Back in 2003, the animated effects in Finding Nemo were mesmerizing and jaw-dropping, but even now after almost a decade since its release, that is still their latest status in the effects. The effects in the underwater scenes with the fish, sharks, jellyfish etc is like filming the unfilmable because the animators managed to give us an exact image of what is underneath the water, and makes some of the fishes look like real fish. It has been a difficult task for Pixar to make human characters and although they have improvised and got better at it as more films have come out, some of the humans were brilliantly animated.

A clown fish named Marlin living in the Great Barrier Reef loses his son, Nemo, after he ventures into the open sea, despite his father’s constant warnings about many of the ocean’s dangers. Nemo is abducted by a boat and netted up and sent to a dentist’s office in Sydney. So, while Marlin ventures off to try to retrieve Nemo, Marlin meets a fish named Dory, a blue tang suffering from short-term memory loss. The companions travel a great distance, encountering various dangerous sea creatures such as sharks, anglerfish and jellyfish, in order to rescue Nemo from the dentist’s office, which is situated by Sydney Harbour. While the two are doing this, Nemo and the other sea animals in the dentist’s fish tank plot a way to return to Sydney Harbour to live their lives free again.

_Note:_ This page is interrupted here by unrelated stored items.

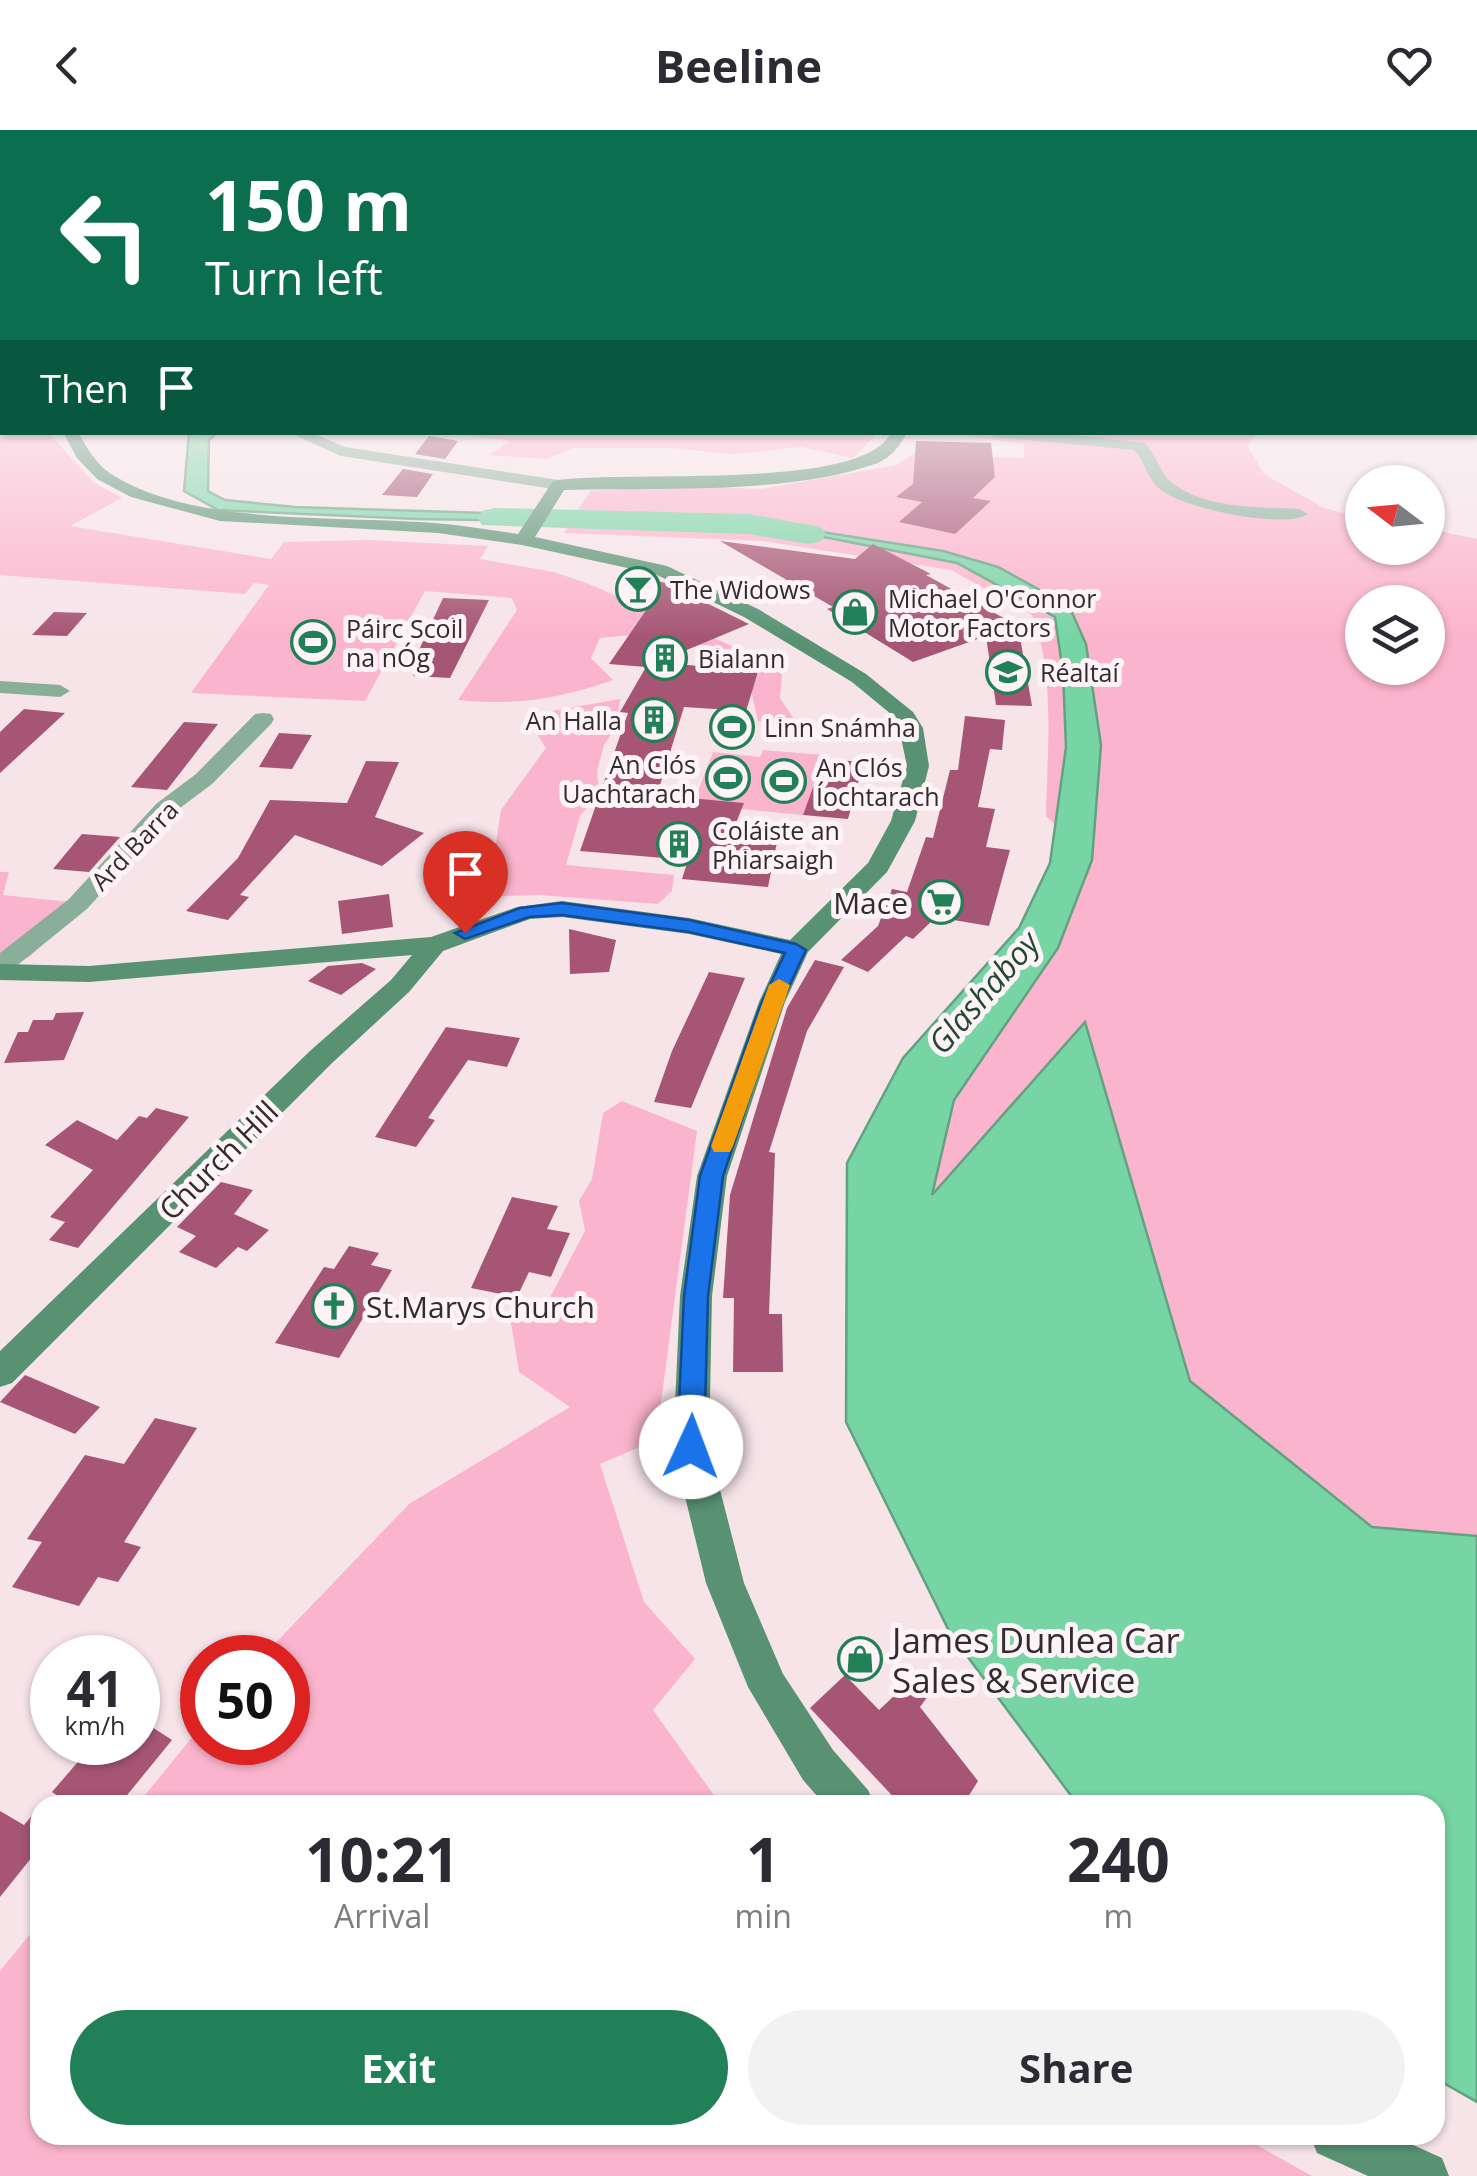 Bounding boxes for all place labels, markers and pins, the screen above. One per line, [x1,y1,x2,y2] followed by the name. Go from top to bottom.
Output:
[615,566,661,612] bar icon: The Widows
[670,572,811,606] place label: The Widows
[888,581,1096,644] place label: Michael O'Connor Motor Factors
[832,589,878,635] shop icon: Michael O'Connor Motor Factors
[346,611,463,674] place label: Páirc Scoil na nÓg
[290,619,336,665] sports icon: Páirc Scoil na nÓg
[642,635,688,681] building icon: Bialann
[698,641,785,675] place label: Bialann
[985,649,1031,695] school or university icon: Réaltaí
[1040,655,1119,689] place label: Réaltaí
[631,697,677,743] building icon: An Halla
[526,703,622,737] place label: An Halla
[709,704,755,750] sports icon: Linn Snámha
[764,710,916,744] place label: Linn Snámha
[562,747,696,810] place label: An Clós Uachtarach
[816,750,940,813] place label: An Clós Íochtarach
[705,755,751,801] sports icon: An Clós Uachtarach
[761,758,807,804] sports icon: An Clós Íochtarach
[712,813,840,876] place label: Coláiste an Phiarsaigh
[656,821,702,867] building icon: Coláiste an Phiarsaigh
[423,831,508,934] pin
[918,879,964,925] supermarket icon: Mace
[833,882,908,923] place label: Mace
[311,1283,357,1329] church icon: St.Marys Church
[366,1286,595,1327] place label: St.Marys Church
[889,1616,1180,1703] place label: James Dunlea Car Sales & Service
[837,1636,883,1682] shop icon: James Dunlea Car Sales & Service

Albert Brooks provides the voice of Marlin with a great performance! Marlin is a perfect example of an overprotective parent, but all parents who are like that have their specific personal reasons for that behaviour. In Marlin’s case, it was his love’s (and Nemo’s mother) sudden death that led him to being protective over Nemo. Despite he is a well-intentioned fish, he is a rather insecure and dangerous one as well who becomes first off totally overprotective and then completely obsessed with finding Nemo and his rude attitude towards Dory. The quest to find Nemo is a lesson for Marlin, and it not only bonded him with Nemo, but it bought him and Dory together too. Ellen DeGeneres literally stole the show after her hilarious performance as the well-intentioned but forgetful Dory. She truly is one character of on her own that surprised us all with a whole new character, but at the same time a character that pretty much sums up Dory’s personality cannot be repeated at any time in the future. Her character is just so perfect for Marlin to be accompanied because her short term memory less on a serious quest simply do not match, but as the film progresses, they become as close as soul mates or maybe even closer than that. Dory is not only the funniest animated character of all time, but DeGeneres gives a perfect performance as Dory and is quite possibly the greatest performance from an actor/actress in any animated film.

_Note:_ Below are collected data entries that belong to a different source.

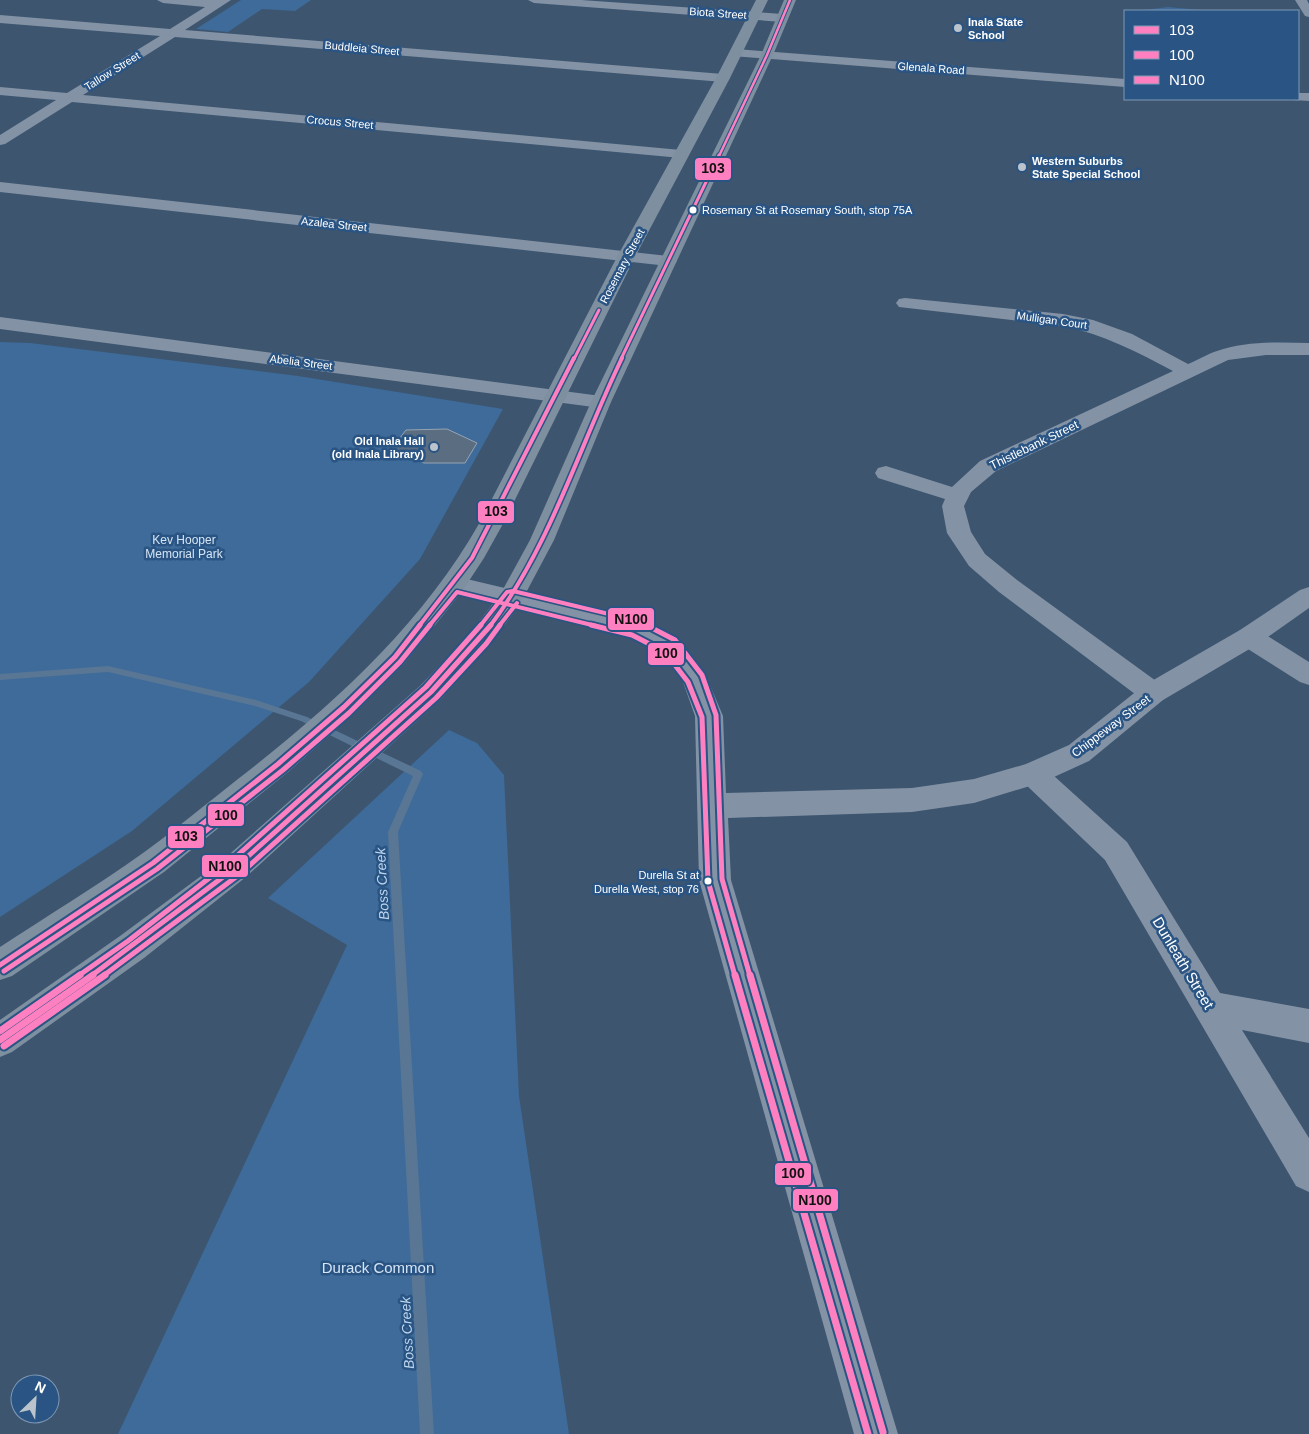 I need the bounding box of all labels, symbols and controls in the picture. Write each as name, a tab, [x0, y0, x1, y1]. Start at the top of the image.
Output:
street label: Biota Street	[689, 5, 747, 21]
legend	[1124, 10, 1299, 100]
place label: Inala State School	[968, 16, 1023, 41]
text: 103	[1169, 21, 1194, 38]
marker: Inala State School	[952, 22, 964, 34]
street label: Buddleia Street	[324, 39, 400, 57]
text: 100	[1169, 46, 1194, 63]
street label: Tallow Street	[82, 49, 142, 93]
street label: Glenala Road	[897, 60, 965, 76]
text: N100	[1169, 71, 1205, 88]
street label: Crocus Street	[306, 113, 374, 131]
place label: Western Suburbs State Special School	[1032, 155, 1140, 180]
line badge: 103	[694, 157, 732, 181]
text: 103	[701, 160, 725, 176]
marker: Western Suburbs State Special School	[1016, 161, 1028, 173]
place label: Rosemary St at Rosemary South, stop 75A	[702, 204, 913, 216]
marker: Rosemary St at Rosemary South, stop 75A	[688, 205, 698, 215]
street label: Azalea Street	[301, 215, 367, 233]
street label: Rosemary Street	[597, 227, 647, 305]
street label: Mulligan Court	[1016, 309, 1088, 331]
street label: Abelia Street	[269, 352, 333, 372]
street label: Thistlebank Street	[987, 417, 1081, 472]
place label: Old Inala Hall (old Inala Library)	[332, 435, 424, 460]
marker: Old Inala Hall (old Inala Library)	[428, 441, 440, 453]
line badge: 103	[477, 500, 515, 524]
text: 103	[484, 503, 508, 519]
park label: Kev Hooper Memorial Park	[145, 533, 224, 561]
line badge: N100	[607, 607, 655, 631]
text: N100	[614, 611, 648, 627]
line badge: 100	[647, 642, 685, 666]
text: 100	[654, 645, 678, 661]
street label: Chippeway Street	[1069, 692, 1154, 760]
line badge: 100	[207, 803, 245, 827]
text: 100	[214, 807, 238, 823]
line badge: 103	[167, 825, 205, 849]
text: 103	[174, 828, 198, 844]
water label: Boss Creek	[372, 846, 392, 921]
line badge: N100	[201, 854, 249, 878]
text: N100	[208, 858, 242, 874]
place label: Durella St at Durella West, stop 76	[594, 869, 699, 895]
marker: Durella St at Durella West, stop 76	[703, 876, 713, 886]
street label: Dunleath Street	[1149, 914, 1218, 1013]
line badge: 100	[774, 1162, 812, 1186]
text: 100	[781, 1165, 805, 1181]
line badge: N100	[792, 1188, 839, 1212]
text: N100	[798, 1192, 832, 1208]
park label: Durack Common	[322, 1259, 434, 1276]
water label: Boss Creek	[397, 1295, 417, 1370]
north arrow	[10, 1374, 60, 1424]
text: N	[33, 1378, 48, 1397]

There are more cast members within the film that give good performances too. First, we obviously hear Pixar favourites John Ratzenberger, Bob Peterson, Joe Ranft and Brad Garrett. in their respected roles. Willem Dafoe plays Gill, the leader of the fish in the fish tank at the Dentists in Sydney. Gill is someone who we knew well, but didn’t quite know enough about his history in the ocean and how he ended up in the fish tank, like Nemo. As for his relationship with Nemo, he wasn’t like a replacement father figure but he felt more like an uncle or a close mentor so to speak. Dafoe was a great choice for Gill because he is an extraordinary looking fish with quite an eerie personality, and that is Dafoe’s voice in a nutshell. Australian actor Geoffrey Rush somehow manages to pull off a very different kind of voice in comparison to the other films he has been in, as he is the voice of local Australian seagull Nigel, who happens to be a friend of the fish in the tank and helps Marlin find Nemo.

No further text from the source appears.